### RECORDS TO PROCESS
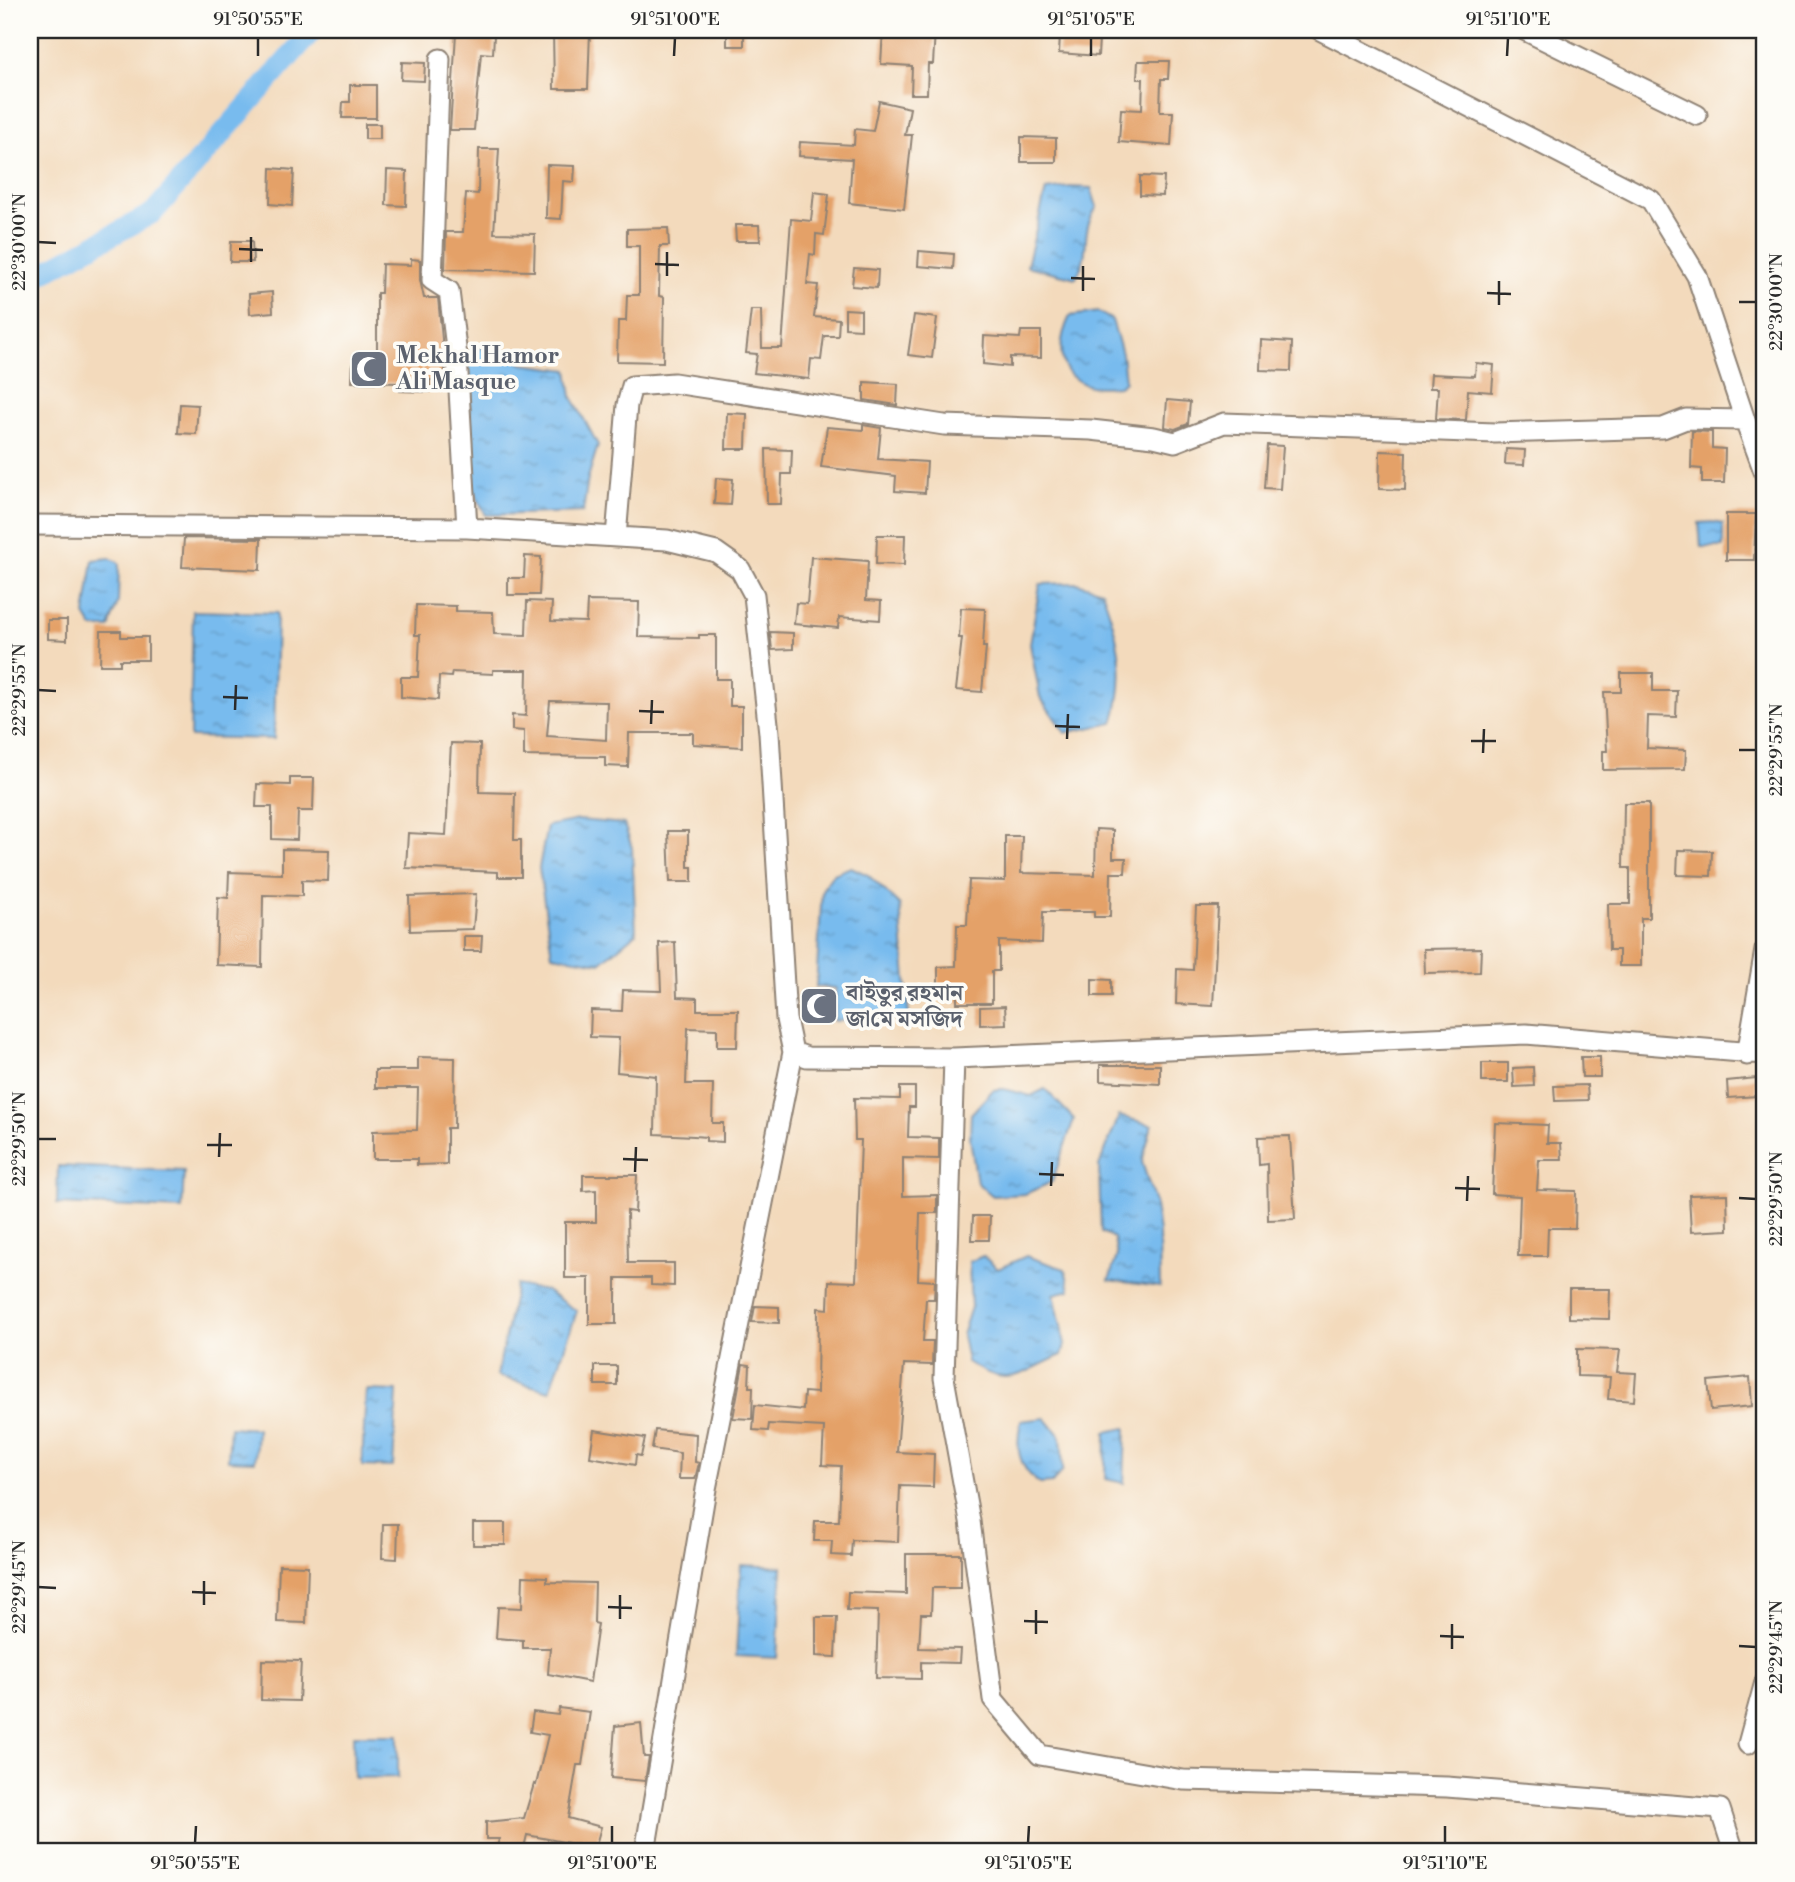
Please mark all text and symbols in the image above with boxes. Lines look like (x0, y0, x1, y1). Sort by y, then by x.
text: 91°50'55"E (213, 8, 303, 31)
text: 91°51'00"E (630, 8, 720, 31)
text: 91°51'05"E (1047, 8, 1135, 31)
text: 91°51'10"E (1466, 8, 1551, 31)
text: 22°30'00"N (8, 193, 31, 291)
text: 22°30'00"N (1765, 253, 1788, 351)
place label: Mekhal Hamor Ali Masque (395, 342, 559, 396)
mosque icon: Mekhal Hamor Ali Masque (348, 348, 390, 390)
text: 22°29'55"N (8, 643, 31, 736)
text: 22°29'55"N (1765, 703, 1788, 796)
place label: বাইতুর রহমান জা‌মে মস‌জিদ (845, 979, 964, 1033)
mosque icon: বাইতুর রহমান জা‌মে মস‌জিদ (798, 985, 840, 1027)
text: 22°29'50"N (8, 1091, 31, 1186)
text: 22°29'50"N (1765, 1151, 1788, 1246)
text: 22°29'45"N (8, 1540, 31, 1634)
text: 22°29'45"N (1765, 1600, 1788, 1694)
text: 91°50'55"E (150, 1852, 240, 1875)
text: 91°51'00"E (567, 1852, 657, 1875)
text: 91°51'05"E (984, 1852, 1072, 1875)
text: 91°51'10"E (1403, 1852, 1488, 1875)

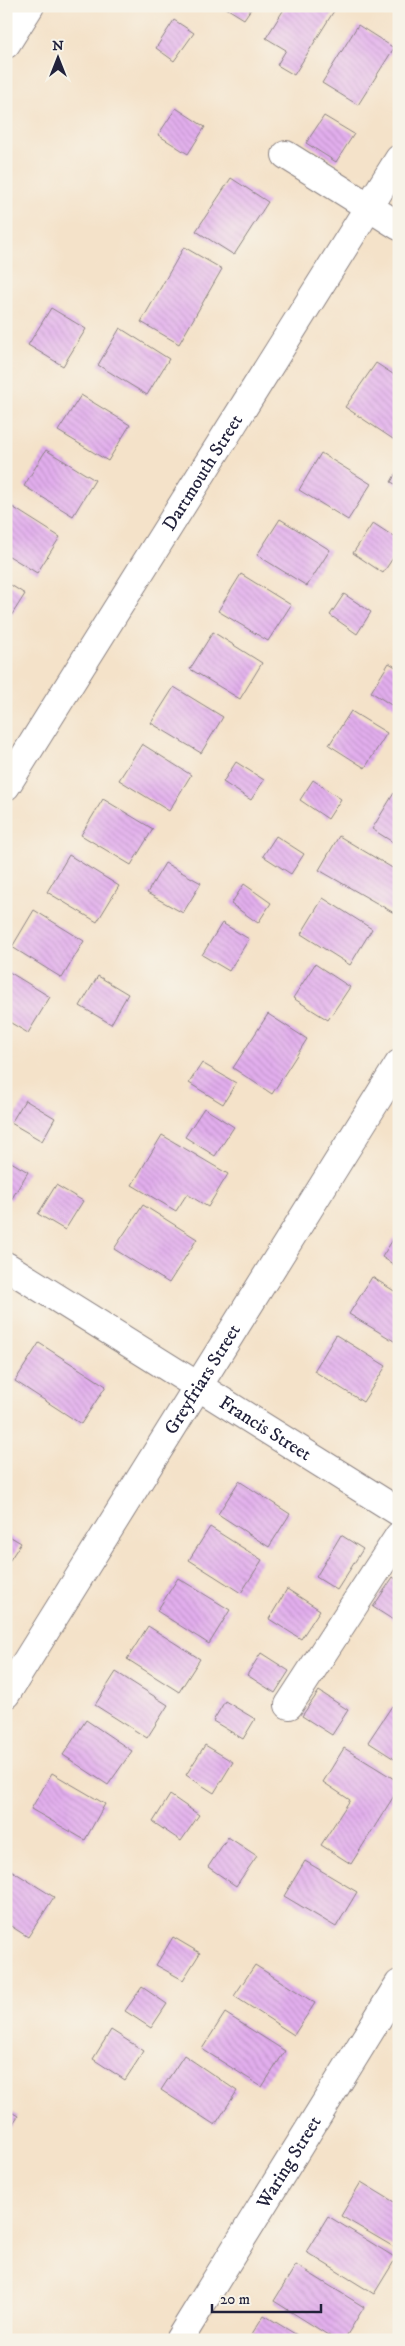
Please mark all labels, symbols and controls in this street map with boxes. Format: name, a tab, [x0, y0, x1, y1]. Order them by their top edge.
north arrow	[32, 32, 82, 82]
text: N	[52, 37, 64, 55]
street label: Dartmouth Street	[157, 410, 248, 535]
street label: Greyfriars Street	[159, 1320, 245, 1439]
street label: Francis Street	[215, 1391, 316, 1466]
street label: Waring Street	[251, 2112, 326, 2214]
scale bar	[212, 2281, 321, 2313]
text: 20 m	[220, 2290, 250, 2309]

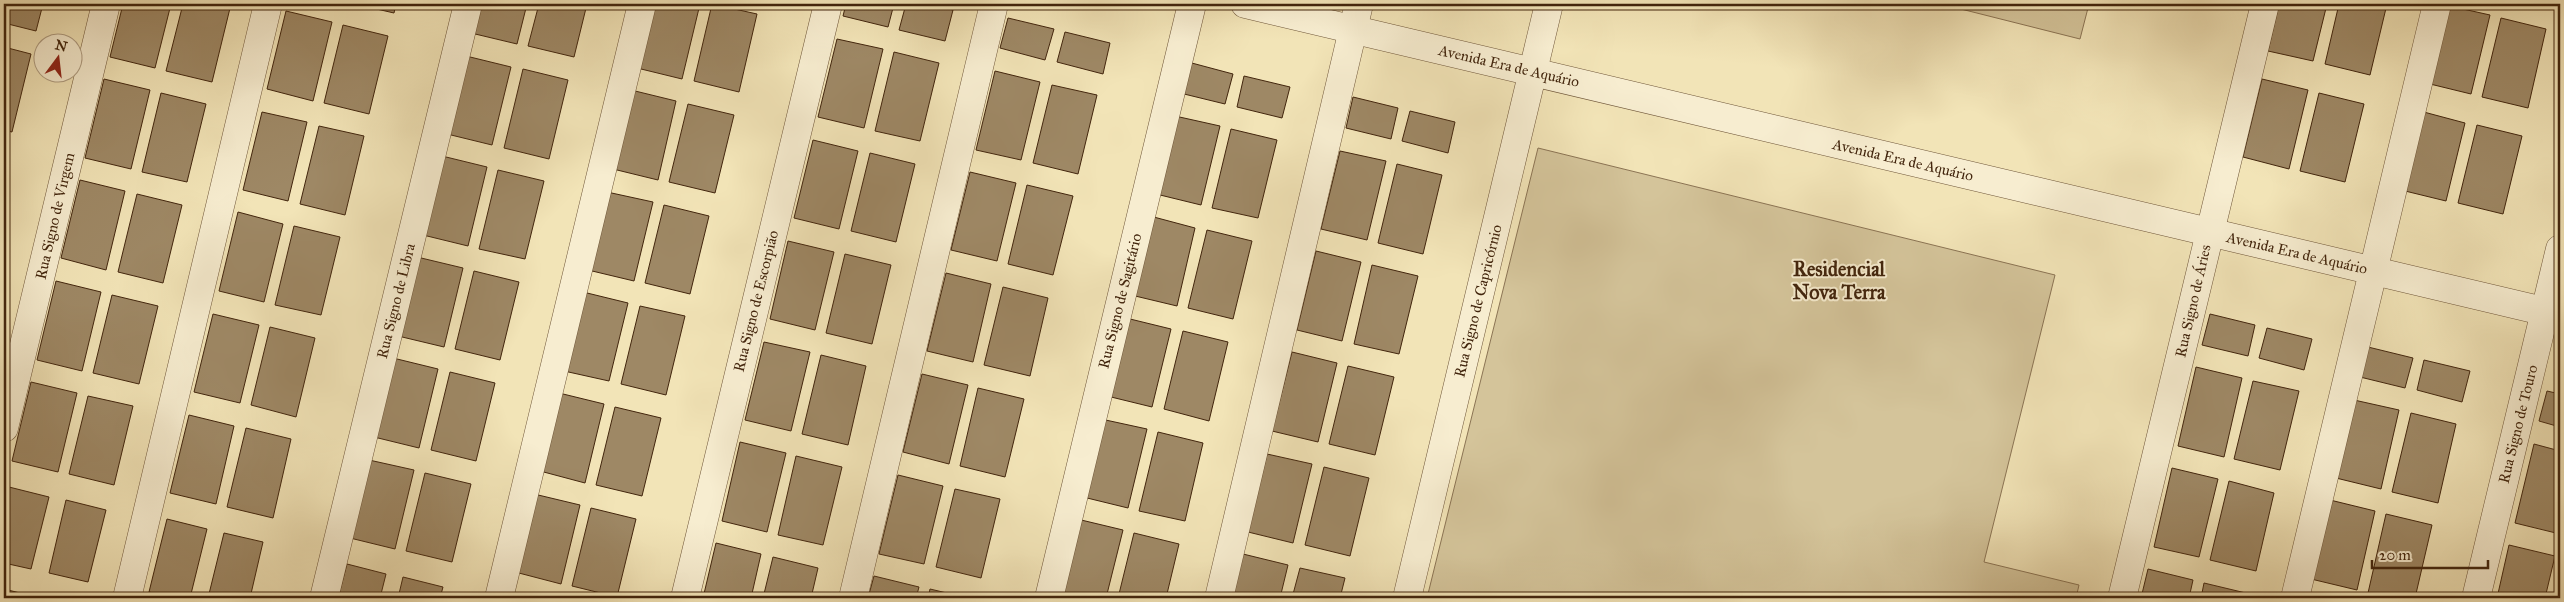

### EXERCISE DETAILS
When you retype the data above, match every line exactly and leave the pictures behind.

### SOLUTION
Please mark all text and symbols in the image above with boxes. Lines look like (x0, y0, x1, y1). Sort by y, then by x.
text: 91°50'55"E (213, 8, 303, 31)
text: 91°51'00"E (630, 8, 720, 31)
text: 91°51'05"E (1047, 8, 1135, 31)
text: 91°51'10"E (1466, 8, 1551, 31)
text: 22°30'00"N (8, 193, 31, 291)
text: 22°30'00"N (1765, 253, 1788, 351)
place label: Mekhal Hamor Ali Masque (395, 342, 559, 396)
mosque icon: Mekhal Hamor Ali Masque (348, 348, 390, 390)
text: 22°29'55"N (8, 643, 31, 736)
text: 22°29'55"N (1765, 703, 1788, 796)
place label: বাইতুর রহমান জা‌মে মস‌জিদ (845, 979, 964, 1033)
mosque icon: বাইতুর রহমান জা‌মে মস‌জিদ (798, 985, 840, 1027)
text: 22°29'50"N (8, 1091, 31, 1186)
text: 22°29'50"N (1765, 1151, 1788, 1246)
text: 22°29'45"N (8, 1540, 31, 1634)
text: 22°29'45"N (1765, 1600, 1788, 1694)
text: 91°50'55"E (150, 1852, 240, 1875)
text: 91°51'00"E (567, 1852, 657, 1875)
text: 91°51'05"E (984, 1852, 1072, 1875)
text: 91°51'10"E (1403, 1852, 1488, 1875)

Please mark all labels, symbols and controls in this street map with boxes. Format: name, a tab, [x0, y0, x1, y1]. Order them by their top edge.
north arrow	[32, 32, 82, 82]
text: N	[52, 37, 64, 55]
street label: Dartmouth Street	[157, 410, 248, 535]
street label: Greyfriars Street	[159, 1320, 245, 1439]
street label: Francis Street	[215, 1391, 316, 1466]
street label: Waring Street	[251, 2112, 326, 2214]
scale bar	[212, 2281, 321, 2313]
text: 20 m	[220, 2290, 250, 2309]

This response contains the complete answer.